YOUR TASK =
How many lines below hold "turn"? Answer with only the number.

MATERIAL PROVIDED =
════
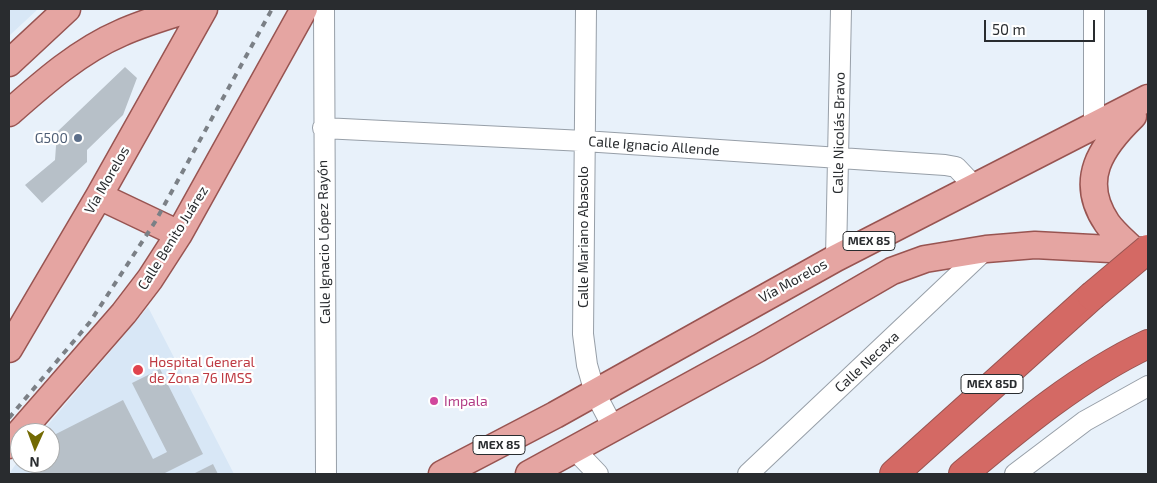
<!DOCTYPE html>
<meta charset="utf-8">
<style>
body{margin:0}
#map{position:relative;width:1157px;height:483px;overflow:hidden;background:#e8f1fa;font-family:"Exo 2",sans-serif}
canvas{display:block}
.frame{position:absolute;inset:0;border:10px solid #292c2f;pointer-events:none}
.north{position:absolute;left:10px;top:423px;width:50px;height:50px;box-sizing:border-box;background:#fff;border:1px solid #a9abac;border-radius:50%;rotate:182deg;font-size:14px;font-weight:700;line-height:20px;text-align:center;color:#292c2f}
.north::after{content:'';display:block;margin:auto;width:18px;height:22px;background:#736a03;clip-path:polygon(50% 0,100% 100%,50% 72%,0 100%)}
.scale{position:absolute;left:984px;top:20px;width:111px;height:22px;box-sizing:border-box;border:2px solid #292c2f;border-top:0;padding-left:6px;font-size:15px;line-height:18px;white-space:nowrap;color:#292c2f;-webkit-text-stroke:4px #fff;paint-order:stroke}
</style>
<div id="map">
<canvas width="1157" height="483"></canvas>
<div class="frame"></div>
<div class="north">N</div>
<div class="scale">50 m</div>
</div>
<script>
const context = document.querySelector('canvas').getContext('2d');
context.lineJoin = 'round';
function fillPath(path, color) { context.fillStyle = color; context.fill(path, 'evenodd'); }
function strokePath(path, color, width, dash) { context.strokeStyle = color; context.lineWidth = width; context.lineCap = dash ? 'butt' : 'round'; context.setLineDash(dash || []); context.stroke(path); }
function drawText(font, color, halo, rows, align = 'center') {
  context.font = font + ' "Exo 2",sans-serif'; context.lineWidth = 4.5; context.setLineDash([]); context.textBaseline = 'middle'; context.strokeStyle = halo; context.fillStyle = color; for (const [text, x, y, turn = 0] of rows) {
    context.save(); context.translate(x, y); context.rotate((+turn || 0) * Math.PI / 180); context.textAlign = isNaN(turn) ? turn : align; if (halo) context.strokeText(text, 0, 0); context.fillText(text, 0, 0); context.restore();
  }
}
const built = new Path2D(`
 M 9,9 L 38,9 L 9,36 Z
 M 148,307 L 234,474 L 9,474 L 20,458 L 20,463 L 50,463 L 50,433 L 41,433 Z`);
const building = new Path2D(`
 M 125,67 L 137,78 L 123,115 L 87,150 L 87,162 L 42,203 L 25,185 L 55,160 L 57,132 Z
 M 160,369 L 203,454 L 163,474 L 32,474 L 28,463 L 50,463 L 50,437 L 123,400 L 153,459 L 167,452 L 132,383 Z
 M 213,464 L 218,474 L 193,474 Z`);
const minor = new Path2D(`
 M 324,9 L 326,474
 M 586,9 L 583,334 L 587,365 L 595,393 L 614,429
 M 323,128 L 584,141 L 945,165 L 956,167 L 975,187
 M 1094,128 L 1094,9
 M 836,258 L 841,9
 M 575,450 L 598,474
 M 748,474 L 986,249
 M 1015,474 L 1085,421 L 1148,386`);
const major = new Path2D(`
 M 9,63 L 67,9
 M 9,113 C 43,83 79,51 121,33 C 143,23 167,16 190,9
 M 1133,116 C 1101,147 1078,180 1107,223 C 1114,233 1125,242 1134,251
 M 99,196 L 179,234
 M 9,349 L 99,196 L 204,9
 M 9,445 L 124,313 L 150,279 L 179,234 L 304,9
 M 442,474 L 555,415 L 836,258 L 1148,98
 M 529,474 L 759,348 L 892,271 L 925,259 L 986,249 L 1035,245 L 1148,251`);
const highway = new Path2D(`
 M 894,474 L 1092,296
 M 963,474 C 1020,426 1080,376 1148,344`);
const rail = new Path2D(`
 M 9,418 L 90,322 L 155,222 L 272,9`);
const highwayBridge = new Path2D(`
 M 1092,296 L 1148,249`);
const markers = [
 [78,138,5,"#5c6f8a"],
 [138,370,6,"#e0444e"],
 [434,401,5,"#d1479c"]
];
const shields = [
 [869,241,52],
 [992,384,62],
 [499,445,52]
];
const shieldNames = [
 ["MEX 85",869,241],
 ["MEX 85D",992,384],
 ["MEX 85",499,445]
];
const streetNames = [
 ["Calle Nicolás Bravo",839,133,-89],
 ["Calle Ignacio Allende",654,146,4],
 ["Vía Morelos",107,180,-60],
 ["Calle Mariano Abasolo",583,237,-90],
 ["Calle Benito Juárez",173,238,-58],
 ["Calle Ignacio López Rayón",324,242,-91],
 ["Vía Morelos",793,281,-29],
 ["Calle Necaxa",867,362,-43]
];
const serviceNames = [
 ["G500",68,138]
];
const healthNames = [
 ["Hospital General",149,362],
 ["de Zona 76 IMSS",149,378]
];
const hotelNames = [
 ["Impala",444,401]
];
fillPath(built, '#d8e7f6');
fillPath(building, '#b7c0c8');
strokePath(minor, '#979fa8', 22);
strokePath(major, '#985451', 29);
strokePath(highway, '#985451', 30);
strokePath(minor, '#fff', 20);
strokePath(major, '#e5a5a2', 26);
strokePath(highway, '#d46964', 28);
strokePath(rail, '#7b8086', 4, [6, 6]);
strokePath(highwayBridge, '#985451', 30, []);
strokePath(highwayBridge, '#d46964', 28);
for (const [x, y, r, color] of markers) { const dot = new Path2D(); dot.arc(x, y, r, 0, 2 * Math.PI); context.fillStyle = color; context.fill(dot); strokePath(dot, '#fff', 2); }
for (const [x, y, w] of shields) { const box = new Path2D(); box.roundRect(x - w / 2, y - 9.5, w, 19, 4); context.fillStyle = '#fff'; context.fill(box); strokePath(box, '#292c2f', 1); }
drawText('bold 12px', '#292c2f', null, shieldNames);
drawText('14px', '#292c2f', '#fff', streetNames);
drawText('14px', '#4e5e75', '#fff', serviceNames, 'right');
drawText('14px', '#be3a42', '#fff', healthNames, 'left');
drawText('14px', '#b23c85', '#fff', hotelNames, 'left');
</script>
════
RESPONSE BOX =
2